If like me you have had your fair share of Hamstring Injuries, you may find the article below of interest. Especially as we age and tightness increases.
Below are snippets of an interesting study. The researchers used PNF (or active resistance) stretching to examine the effect of upper neck muscles on hip joint range of motion.
Stretching the hamstrings caused 9% increase in hip extension range of motion as measured with the passive ‘straight leg raise’ (SLR) manouver. Yet stretching the small suboccipital muscles(which connect the occiput with the upper two vertebrae) resulted in almost twice as much (13%) increase of hamstring length as measured with the same SLR test.

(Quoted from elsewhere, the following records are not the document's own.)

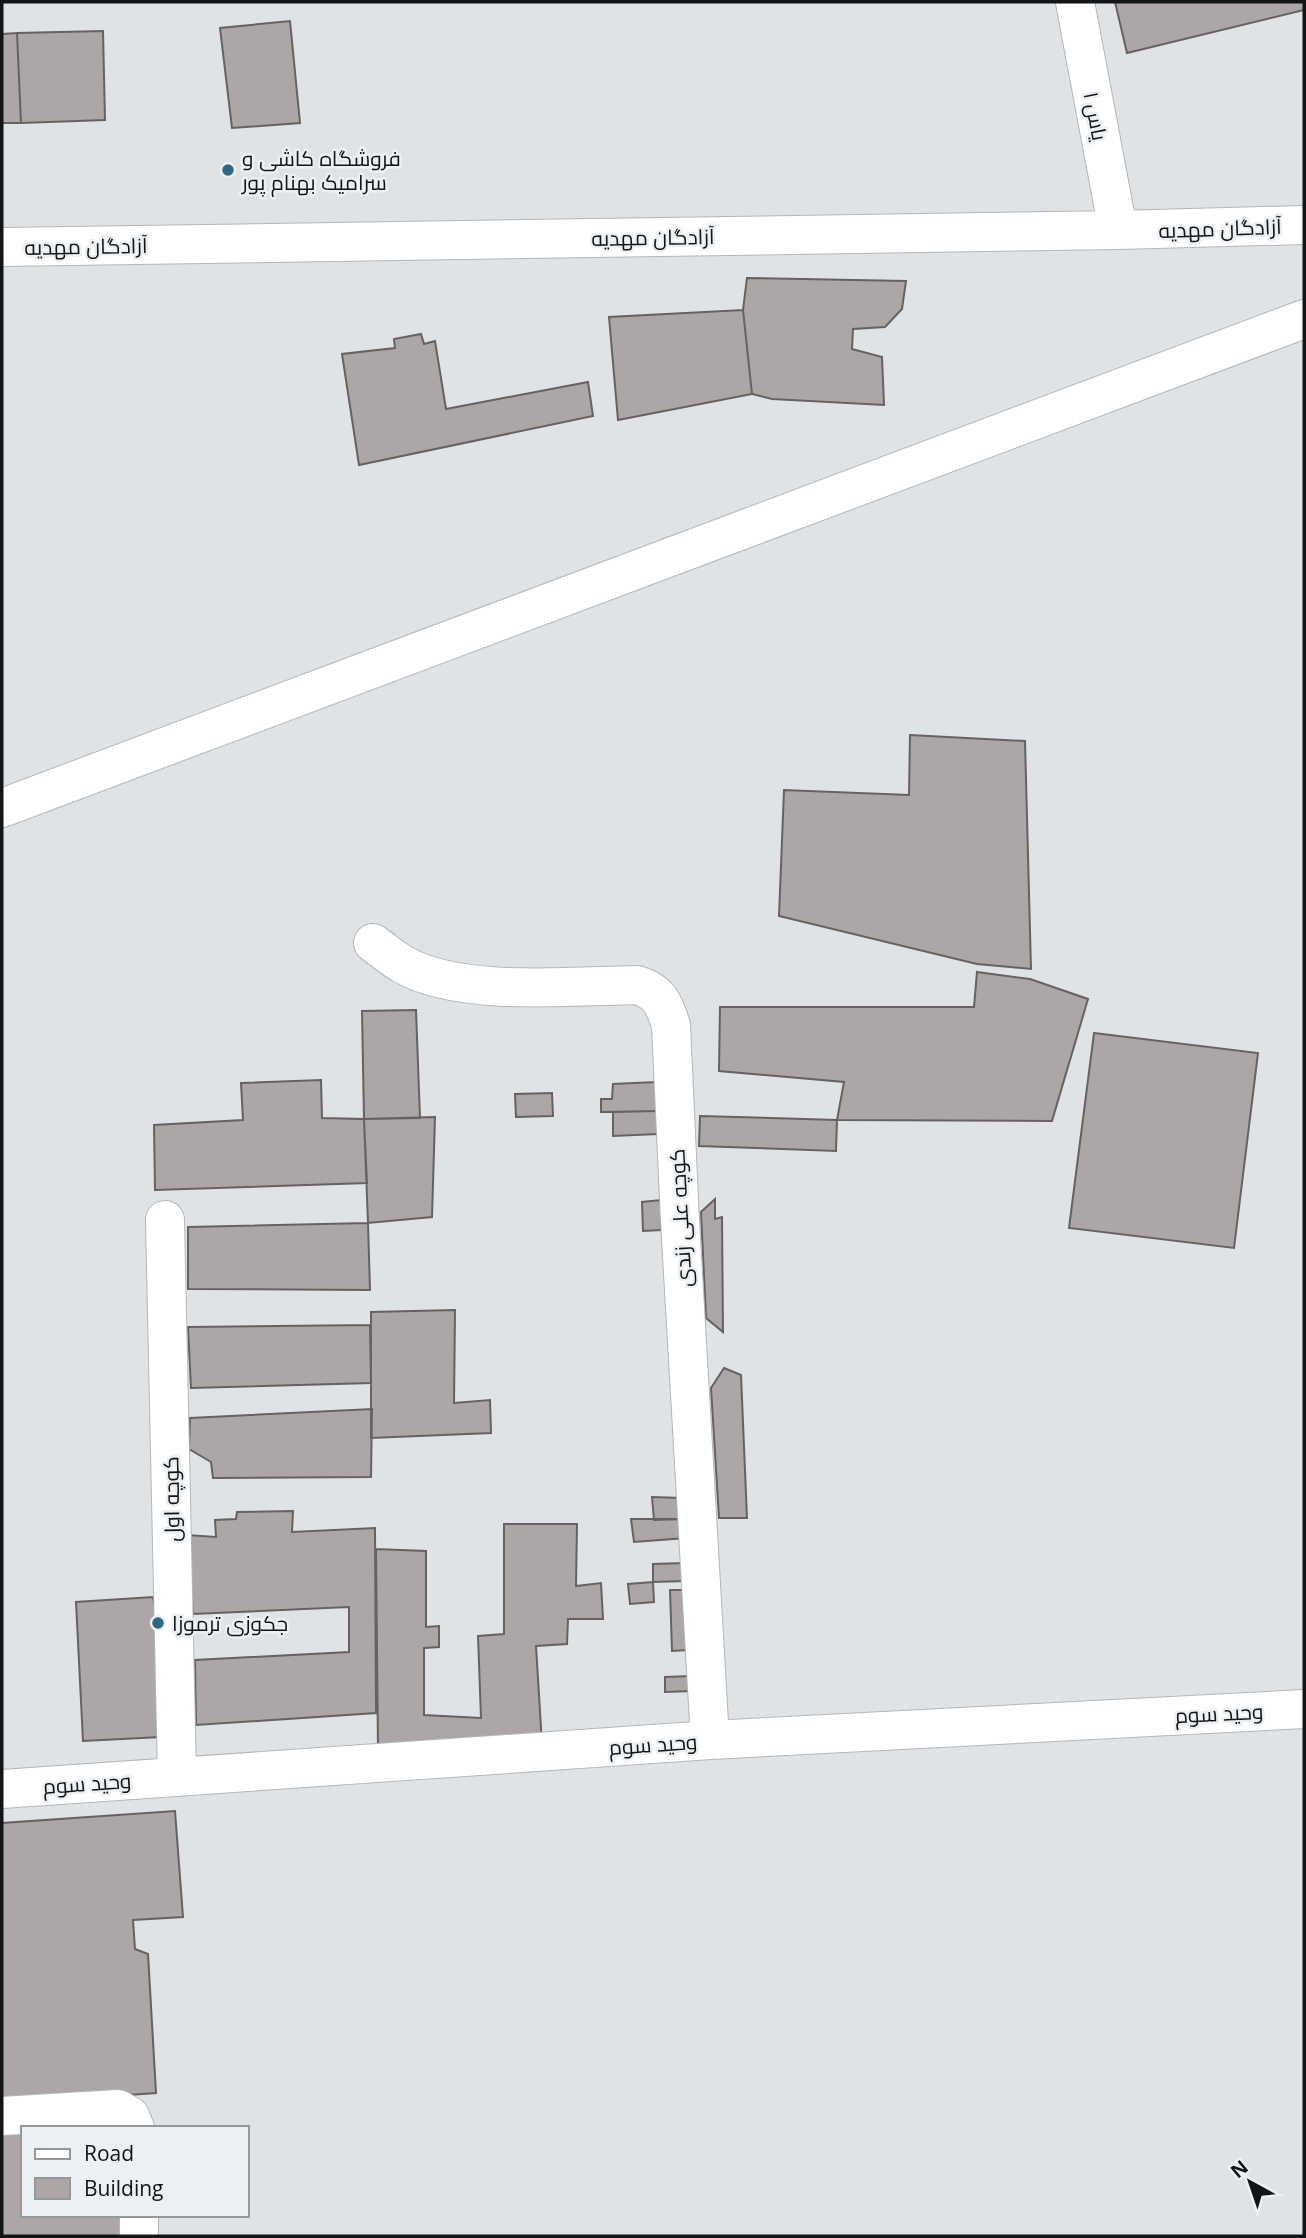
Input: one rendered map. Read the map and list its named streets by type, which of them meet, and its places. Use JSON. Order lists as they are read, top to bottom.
{
  "streets": {
    "street": [
      "یاس ۱",
      "آزادگان مهدیه",
      "کوچه علی زندی",
      "کوچه اول",
      "وحید سوم"
    ]
  },
  "crossings": [
    ["یاس ۱", "آزادگان مهدیه"],
    ["کوچه علی زندی", "وحید سوم"],
    ["کوچه اول", "وحید سوم"]
  ],
  "places": ["فروشگاه کاشی و سرامیک بهنام پور", "جکوزی ترموزا"],
  "legend": ["Road", "Building"],
  "north": "top left"
}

The explanation for this extraordinary finding has probably more to do with the neurological importance of the suboccipital muscles. These small muscles have the highest density of muscles spindles in the whole body (and apparently on the whole planet!) and have a major sensory function for antigravity organization. Via the so called ‘Tonic Neck Reflex’ (which we share with most other mammals) an extension of these muscles tends to trigger a tonus decrease of the hipjoint extensors.
The sub-occipital muscles are located in your posterior neck at the base of your skull. Their function is to tilt the head back into extension, assist in rotation of the head and also stabilise the skull on its first two vertebrae, the atlas and axis. If these muscles are short and hold tension the posterior neck will feel tight and inhibited, headaches may occur and proprioception and balance may also be affected. Massage and stretching will help to mobilise the area.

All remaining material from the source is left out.